Christmas cards include a picture, a holiday greeting, and signature or closing. Occasionally, there is a brief message. Just a quick note asking about your family or wishing you a great new year. Christmas cards usually leave me wishing I could see these people more often or that I am grateful for my relationship with them.
Christmas letters include a job title, a standardized test score, specs on a new house, and a geography lesson spotlighting last year vacation destinations. Christmas letters usually leave me feeling homicidal. Honestly, I believe that most people would enjoy seeing my mugshot on the next 15 to 20 Christmas cards, rather than reading another Christmas letter.
I often wonder as I read these Christmas letters (armed with a glass of wine in hand and a barf bucket) REALLY?!!?!
Do you really think it is important to peg your second grader a "math whiz" or to use acronyms to brief us on some group you are president of?

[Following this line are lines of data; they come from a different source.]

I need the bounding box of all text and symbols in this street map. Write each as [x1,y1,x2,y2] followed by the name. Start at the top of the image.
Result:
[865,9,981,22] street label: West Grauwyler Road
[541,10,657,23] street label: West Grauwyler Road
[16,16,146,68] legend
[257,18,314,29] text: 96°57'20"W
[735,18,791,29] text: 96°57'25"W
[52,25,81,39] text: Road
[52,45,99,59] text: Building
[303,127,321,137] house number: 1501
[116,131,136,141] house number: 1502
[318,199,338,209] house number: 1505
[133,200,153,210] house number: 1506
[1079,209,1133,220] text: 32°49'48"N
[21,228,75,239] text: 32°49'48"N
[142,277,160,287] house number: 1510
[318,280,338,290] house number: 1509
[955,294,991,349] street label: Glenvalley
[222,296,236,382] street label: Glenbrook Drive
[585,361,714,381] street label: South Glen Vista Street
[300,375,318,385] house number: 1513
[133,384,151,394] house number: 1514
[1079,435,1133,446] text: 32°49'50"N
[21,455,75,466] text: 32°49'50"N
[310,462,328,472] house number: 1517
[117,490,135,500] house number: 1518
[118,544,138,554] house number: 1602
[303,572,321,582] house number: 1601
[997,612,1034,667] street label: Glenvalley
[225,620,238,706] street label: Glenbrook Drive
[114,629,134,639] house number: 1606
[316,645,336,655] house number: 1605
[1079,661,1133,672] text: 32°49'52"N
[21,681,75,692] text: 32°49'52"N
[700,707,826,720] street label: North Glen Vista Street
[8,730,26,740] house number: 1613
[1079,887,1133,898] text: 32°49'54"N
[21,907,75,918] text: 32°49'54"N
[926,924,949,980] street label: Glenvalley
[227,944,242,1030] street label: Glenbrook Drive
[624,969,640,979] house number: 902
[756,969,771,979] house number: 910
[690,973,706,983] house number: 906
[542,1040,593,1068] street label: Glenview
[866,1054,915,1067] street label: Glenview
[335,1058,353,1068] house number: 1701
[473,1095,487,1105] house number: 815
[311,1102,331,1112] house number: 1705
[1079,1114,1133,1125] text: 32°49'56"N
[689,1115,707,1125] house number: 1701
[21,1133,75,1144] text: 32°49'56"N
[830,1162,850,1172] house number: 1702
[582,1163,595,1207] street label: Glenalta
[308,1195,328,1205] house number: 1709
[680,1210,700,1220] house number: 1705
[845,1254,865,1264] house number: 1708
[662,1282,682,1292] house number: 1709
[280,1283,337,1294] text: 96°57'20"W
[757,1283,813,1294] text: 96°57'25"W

REALLY?!!?
Look, when your daughter gets into college on a math scholarship then maybe you and your husband can throw around words like "math whiz", but your second grader's ability to add and subtract fluently, isn't worthy of being attached to a card celebrating the birth of Jesus Christ.
If being the president of some organization is so important to you that you feel like distant friends and relatives need to know about it...GET OVER YOURSELF!
No one cares. I mean just because I am president and founder of P.W.T. P.S.C.L.S.B.H.O.A.C
(People Who Think People Who Send Christmas Letters Should Be Hung On A Cross) doesn't mean I need to brag about it. Although, you can join my P.W.T. P.S.C.L.S.B.H.O.A.C page on facebook.
I wish that the pretentious a-holes that write these letter could at least be innovative with their horn blowing.
Surely, you took a creative writing class at Yale or some other elitist university. I mean, your second grade math whiz could probably help you use a thesaurus.
For example, I believe that Sophia is a "word whiz", but rather than coming right out and saying "My child is better than your child", I would hide my message in a sentence like: "Sophia can write the word POOP until her hand bleeds."
Another example (from a letter I recently received) "our new house has a pool and a hot tub." Not very subtle. I would have a different approach to let the reader know just how amazing our house is. "If swimming isn't your thing your stay at our house should be brief, because counting our 6 bathtubs, there are 8 things you could drown in here."
See how I actually even implied that people could come to our fancy new house. P.S. my son (another second grade math whiz) helped me with the addition.
I am not saying all Christmas letters are bad. I know some people genuinely like to tell friends and family the crazy happenings in their household. This blog is proof of that. I have read very funny, lighthearted letters that leave me feeling happy, entertained, and informed about people that I don't often hear from. These include wins & loses, happy & sad times, good & bad news.......LIFE. They don't try to gloss over life and all that comes with it, with new houses and smart kids. These are letters I can relate to, because I don't get the impression that I am supposed to be impressed.
So this post is for all the Christmas letter writers that are trying to impress me. Think about what you're intentions are as you sit down to write next year's letter. I mean, I have two smart kids, and most people reading this have smart kids. We also have homes, jobs and hobbies. Big effing deal. When you become President of the United States, cure cancer or bring the world peace and harmony then, by all means, write a letter. Until then SHUT IT!